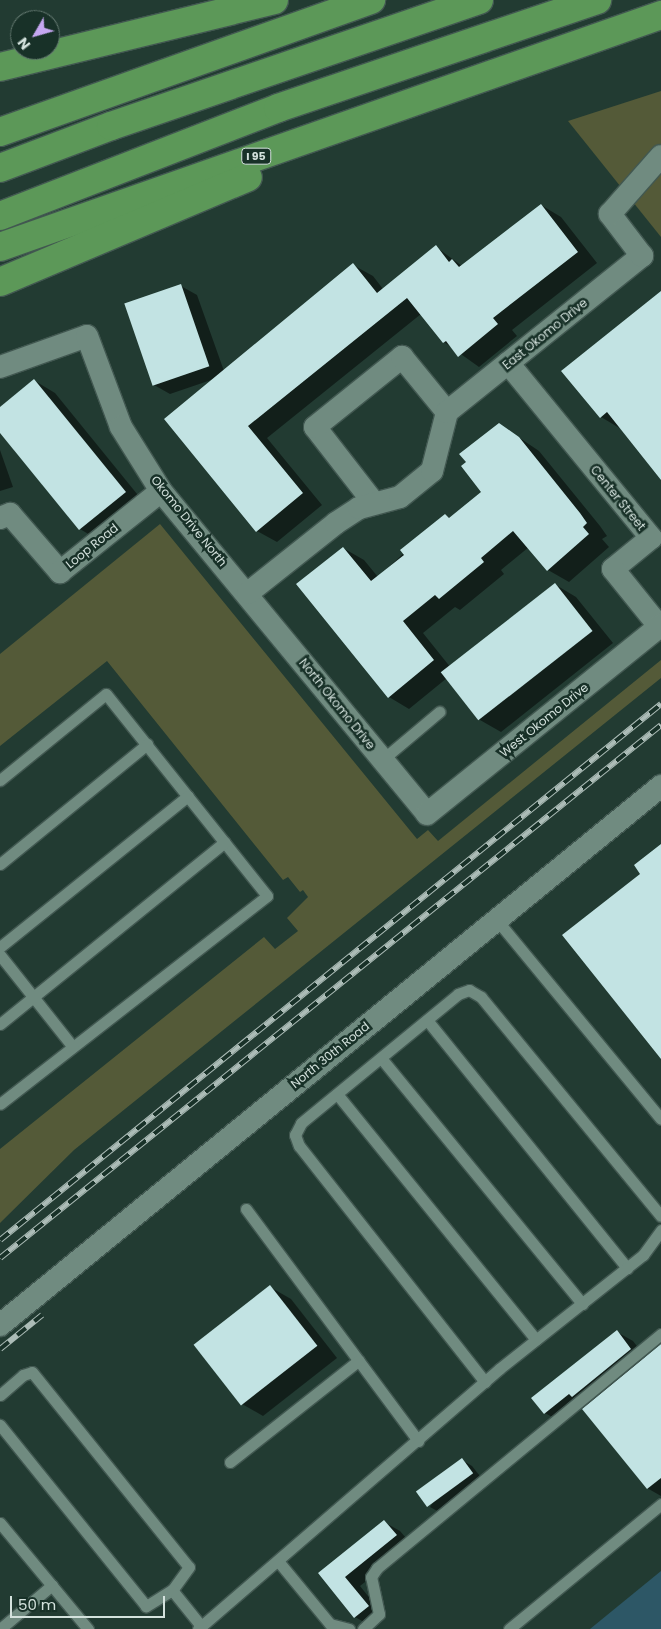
<!DOCTYPE html>
<style>
body{margin:0}
#map{position:relative;width:661px;height:1629px;overflow:hidden;background:#223b32;font-family:Poppins,sans-serif}
div>[style]{position:absolute}
.green>*{inset:0;background:#545a38}
.water>*{inset:0;background:#2d5766}
.shadow>*{inset:0;background:#0007}
.building>*{inset:0;background:#c2e3e3;transform-origin:0 0}
.roads{filter:drop-shadow(1px 0 #425851) drop-shadow(-1px 0 #425851) drop-shadow(0 1px #425851) drop-shadow(0 -1px #425851)}
.lane>*{height:11px;margin:-5.5px;padding:0 5.5px;transform-origin:5.5px;border-radius:5.5px;background:#708b80}
.street>*{height:22px;margin:-11px;padding:0 11px;transform-origin:11px;border-radius:11px;background:#708b80}
.highway>*{height:28px;margin:-14px;padding:0 14px;transform-origin:14px;border-radius:14px;background:#5c9858}
.rail>*{height:5.5px;margin-top:-2.75px;transform-origin:0;background:repeating-linear-gradient(90deg,#183128 0 11px,#acbcb7 0 22px);box-sizing:border-box;border-block:1px solid #acbcb7}
span{translate:-50% -50%;white-space:nowrap;text-align:center;line-height:1.15;-webkit-text-stroke:5px #183128;paint-order:stroke}
.shield-label span{padding:1px 4px;background:#183128;border:1px solid;border-radius:4px;-webkit-text-stroke-width:0}
.shield-label{font-size:11px;color:#d4e2dd;font-weight:700}
.street-label{font-size:12px;color:#d4e2dd}
.north{position:absolute;left:10px;top:10px;width:50px;height:50px;box-sizing:border-box;background:#183128;border:1px solid #637870;border-radius:50%;rotate:232deg;font-size:14px;font-weight:700;line-height:20px;text-align:center;color:#d4e2dd}
.north::after{content:'';display:block;margin:auto;width:18px;height:22px;background:#c5a7f1;clip-path:polygon(50% 0,100% 100%,50% 72%,0 100%)}
.scale{position:absolute;left:10px;top:1596px;width:155px;height:22px;box-sizing:border-box;border:2px solid #d4e2dd;border-top:0;padding-left:6px;font-size:15px;line-height:18px;white-space:nowrap;color:#d4e2dd;-webkit-text-stroke:4px #183128;paint-order:stroke}
</style>
<div id="map">
<div class="green">
<i style="clip-path:polygon(661px 91px,661px 237px,568px 121px)"></i>
<i style="clip-path:polygon(160px 524px,417px 839px,428px 830px,438px 841px,661px 660px,661px 678px,74px 1150px,0 1223px,0 1149px,264px 937px,275px 949px,298px 931px,287px 918px,308px 897px,303px 890px,300px 892px,288px 877px,283px 880px,107px 661px,0 746px,0 654px)"></i>
</div>
<div class="water">
<i style="clip-path:polygon(661px 1571px,661px 1629px,590px 1629px)"></i>
</div>
<div class="shadow">
<i style="clip-path:polygon(541px 205px,561px 217px,597px 263px,512px 330px,517px 336px,479px 367px,444px 342px,421px 314px,267px 438px,322px 505px,277px 542px,257px 531px,214px 379px,170px 394px,154px 385px,181px 286px,197px 295px,224px 371px,353px 265px,373px 276px,383px 289px,436px 247px,462px 266px)"></i>
<i style="clip-path:polygon(661px 292px,661px 478px,621px 429px,601px 417px,563px 371px)"></i>
<i style="clip-path:polygon(35px 381px,55px 393px,146px 505px,100px 541px,80px 529px,0 431px,0 409px)"></i>
<i style="clip-path:polygon(499px 424px,539px 451px,600px 526px,607px 536px,602px 539px,609px 547px,569px 582px,548px 570px,529px 547px,501px 570px,504px 574px,460px 610px,455px 607px,423px 633px,451px 668px,556px 585px,576px 597px,613px 643px,501px 732px,480px 720px,447px 678px,409px 709px,389px 697px,343px 548px,364px 560px,378px 577px,445px 515px,450px 518px,483px 492px)"></i>
<i style="clip-path:polygon(0 450px,13px 487px,0 491px)"></i>
<i style="clip-path:polygon(270px 1287px,291px 1299px,337px 1358px,263px 1416px,242px 1404px,195px 1345px)"></i>
<i style="clip-path:polygon(617px 1332px,633px 1341px,646px 1358px,661px 1346px,661px 1496px,647px 1488px,588px 1405px,585px 1403px,561px 1422px,545px 1413px)"></i>
<i style="clip-path:polygon(462px 1460px,472px 1466px,483px 1480px,441px 1513px,430px 1507px)"></i>
<i style="clip-path:polygon(384px 1522px,400px 1531px,412px 1545px,360px 1586px,384px 1616px,371px 1626px,355px 1617px,319px 1573px)"></i>
</div>
<div class="building">
<i style="clip-path:polygon(541px 204px,578px 252px,493px 318px,498px 324px,458px 357px,446px 341px,443px 343px,407px 298px,248px 426px,303px 493px,256px 532px,164px 419px,353px 263px,377px 293px,436px 245px,449px 262px,452px 259px,459px 267px)"></i>
<i style="left:181px;top:284px;width:87px;height:60px;rotate:71deg"></i>
<i style="clip-path:polygon(661px 291px,661px 480px,607px 412px,600px 418px,561px 371px)"></i>
<i style="clip-path:polygon(34px 379px,126px 492px,79px 530px,0 433px,0 407px)"></i>
<i style="clip-path:polygon(499px 423px,519px 437px,580px 513px,587px 523px,583px 527px,589px 534px,547px 571px,513px 531px,481px 558px,484px 562px,439px 599px,435px 595px,403px 621px,434px 660px,388px 698px,296px 584px,343px 547px,371px 581px,404px 555px,400px 550px,445px 514px,449px 518px,481px 492px,461px 466px,466px 462px,459px 454px)"></i>
<i style="left:555px;top:583px;width:61px;height:145px;rotate:52deg"></i>
<i style="clip-path:polygon(661px 844px,661px 1059px,562px 935px,640px 874px,634px 865px)"></i>
<i style="left:270px;top:1285px;width:77px;height:97px;rotate:52deg"></i>
<i style="clip-path:polygon(617px 1330px,631px 1349px,572px 1397px,569px 1394px,544px 1414px,531px 1398px)"></i>
<i style="clip-path:polygon(661px 1344px,661px 1478px,647px 1489px,582px 1409px)"></i>
<i style="left:462px;top:1458px;width:19px;height:57px;rotate:54deg"></i>
<i style="clip-path:polygon(384px 1520px,397px 1535px,345px 1577px,369px 1606px,354px 1618px,318px 1573px)"></i>
</div>
<div class="roads">
<div class="lane">
<i style="left:382px;top:760px;width:75px;rotate:-40.1deg"></i>
<i style="left:0;top:780px;width:136px;rotate:-39.1deg"></i>
<i style="left:106px;top:694px;width:258px;rotate:51.4deg"></i>
<i style="left:267px;top:896px;width:338px;rotate:142.1deg"></i>
<i style="left:0;top:864px;width:190px;rotate:-39.2deg"></i>
<i style="left:496px;top:919px;width:259px;rotate:50.5deg"></i>
<i style="left:0;top:947px;width:241px;rotate:-38.8deg"></i>
<i style="left:0;top:955px;width:117px;rotate:51.6deg"></i>
<i style="left:427px;top:1020px;width:319px;rotate:51.1deg"></i>
<i style="left:0;top:1024px;width:289px;rotate:-39deg"></i>
<i style="left:381px;top:1058px;width:318px;rotate:50.7deg"></i>
<i style="left:337px;top:1094px;width:316px;rotate:51deg"></i>
<i style="left:246px;top:1209px;width:289px;rotate:53.4deg"></i>
<i style="left:485px;top:1382px;width:300px;rotate:-128.2deg"></i>
<i style="left:299px;top:1146px;width:12px;rotate:-110deg"></i>
<i style="left:295px;top:1135px;width:13px;rotate:-63deg"></i>
<i style="left:301px;top:1123px;width:203px;rotate:-39.4deg"></i>
<i style="left:458px;top:994px;width:12px;rotate:-20deg"></i>
<i style="left:469px;top:990px;width:14px;rotate:30deg"></i>
<i style="left:481px;top:997px;width:283px;rotate:50.6deg"></i>
<i style="left:0;top:1395px;width:30px;rotate:-41deg"></i>
<i style="left:23px;top:1375px;width:9px;rotate:-18deg"></i>
<i style="left:32px;top:1372px;width:250px;rotate:51.2deg"></i>
<i style="left:189px;top:1567px;width:29px;rotate:126deg"></i>
<i style="left:172px;top:1590px;width:31px;rotate:148deg"></i>
<i style="left:146px;top:1606px;width:233px;rotate:-128.9deg"></i>
<i style="left:230px;top:1462px;width:164px;rotate:-38.3deg"></i>
<i style="left:0;top:1523px;width:138px;rotate:50.3deg"></i>
<i style="left:278px;top:1561px;width:82px;rotate:50.5deg"></i>
<i style="left:330px;top:1624px;width:20px;rotate:15deg"></i>
<i style="left:172px;top:1590px;width:46px;rotate:51.1deg"></i>
<i style="left:0;top:1629px;width:68px;rotate:-40.2deg"></i>
<i style="left:198px;top:1629px;width:398px;rotate:-40.8deg"></i>
<i style="left:499px;top:1369px;width:184px;rotate:-38.4deg"></i>
<i style="left:643px;top:1255px;width:31px;rotate:-54deg"></i>
<i style="left:363px;top:1629px;width:22px;rotate:-43deg"></i>
<i style="left:379px;top:1614px;width:38px;rotate:-102deg"></i>
<i style="left:371px;top:1577px;width:11px;rotate:-56deg"></i>
<i style="left:377px;top:1568px;width:368px;rotate:-39.5deg"></i>
<i style="left:509px;top:1629px;width:197px;rotate:-39.4deg"></i>
</div>
<div class="street">
<i style="left:508px;top:363px;width:226px;rotate:50.7deg"></i>
<i style="left:651px;top:538px;width:49px;rotate:140.8deg"></i>
<i style="left:613px;top:569px;width:73px;rotate:51.1deg"></i>
<i style="left:0;top:367px;width:92px;rotate:-19.6deg"></i>
<i style="left:87px;top:336px;width:97px;rotate:69.5deg"></i>
<i style="left:121px;top:427px;width:75px;rotate:58deg"></i>
<i style="left:161px;top:491px;width:418px;rotate:50.5deg"></i>
<i style="left:427px;top:814px;width:301px;rotate:-38.9deg"></i>
<i style="left:374px;top:503px;width:96px;rotate:-127.8deg"></i>
<i style="left:315px;top:427px;width:112px;rotate:-38.8deg"></i>
<i style="left:402px;top:357px;width:71px;rotate:50.7deg"></i>
<i style="left:0;top:518px;width:11px;rotate:-22deg"></i>
<i style="left:10px;top:514px;width:77px;rotate:49.2deg"></i>
<i style="left:60px;top:572px;width:129px;rotate:-38.7deg"></i>
<i style="left:248px;top:593px;width:112px;rotate:-38.5deg"></i>
<i style="left:336px;top:523px;width:27px;rotate:-33deg"></i>
<i style="left:359px;top:508px;width:42px;rotate:-15deg"></i>
<i style="left:400px;top:497px;width:41px;rotate:-39.1deg"></i>
<i style="left:432px;top:471px;width:61px;rotate:-75.7deg"></i>
<i style="left:447px;top:412px;width:250px;rotate:-38.7deg"></i>
<i style="left:642px;top:256px;width:53px;rotate:-127.3deg"></i>
<i style="left:610px;top:214px;width:77px;rotate:-48.7deg"></i>
<i style="left:0;top:1325px;width:853px;rotate:-39.19deg"></i>
</div>
<div class="highway">
<i style="left:0;top:67px;width:282px;rotate:-13.7deg"></i>
<i style="left:0;top:132px;width:394px;rotate:-19.6deg"></i>
<i style="left:0;top:168px;width:119px;rotate:-20.7deg"></i>
<i style="left:111px;top:126px;width:389px;rotate:-18.9deg"></i>
<i style="left:0;top:216px;width:298px;rotate:-21.2deg"></i>
<i style="left:278px;top:108px;width:337px;rotate:-18.7deg"></i>
<i style="left:0;top:247px;width:701px;rotate:-19.34deg"></i>
<i style="left:0;top:282px;width:269px;rotate:-22.9deg"></i>
</div>
</div>
<div class="rail">
<i style="left:0;top:1240px;width:851px;rotate:-39.04deg"></i>
<i style="left:0;top:1258px;width:849px;rotate:-38.88deg"></i>
<i style="left:0;top:1349px;width:54px;rotate:-39deg"></i>
</div>
<div class="shield-label">
<span style="left:256px;top:156px">I 95</span>
</div>
<div class="street-label">
<span style="left:545px;top:334px;rotate:-39deg">East Okomo Drive</span>
<span style="left:618px;top:498px;rotate:51deg">Center Street</span>
<span style="left:189px;top:521px;rotate:51deg">Okomo Drive North</span>
<span style="left:92px;top:546px;rotate:-39deg">Loop Road</span>
<span style="left:337px;top:704px;rotate:51deg">North Okomo Drive</span>
<span style="left:544px;top:720px;rotate:-39deg">West Okomo Drive</span>
<span style="left:330px;top:1055px;rotate:-39deg">North 30th Road</span>
</div>
<div class="north">N</div>
<div class="scale">50 m</div>
</div>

------------------------------------

* What the task asks
Would you please copy all lines in the data that contain the word "shield"?

* Result for this exercise
.shield-label span{padding:1px 4px;background:#183128;border:1px solid;border-radius:4px;-webkit-text-stroke-width:0}
.shield-label{font-size:11px;color:#d4e2dd;font-weight:700}
<div class="shield-label">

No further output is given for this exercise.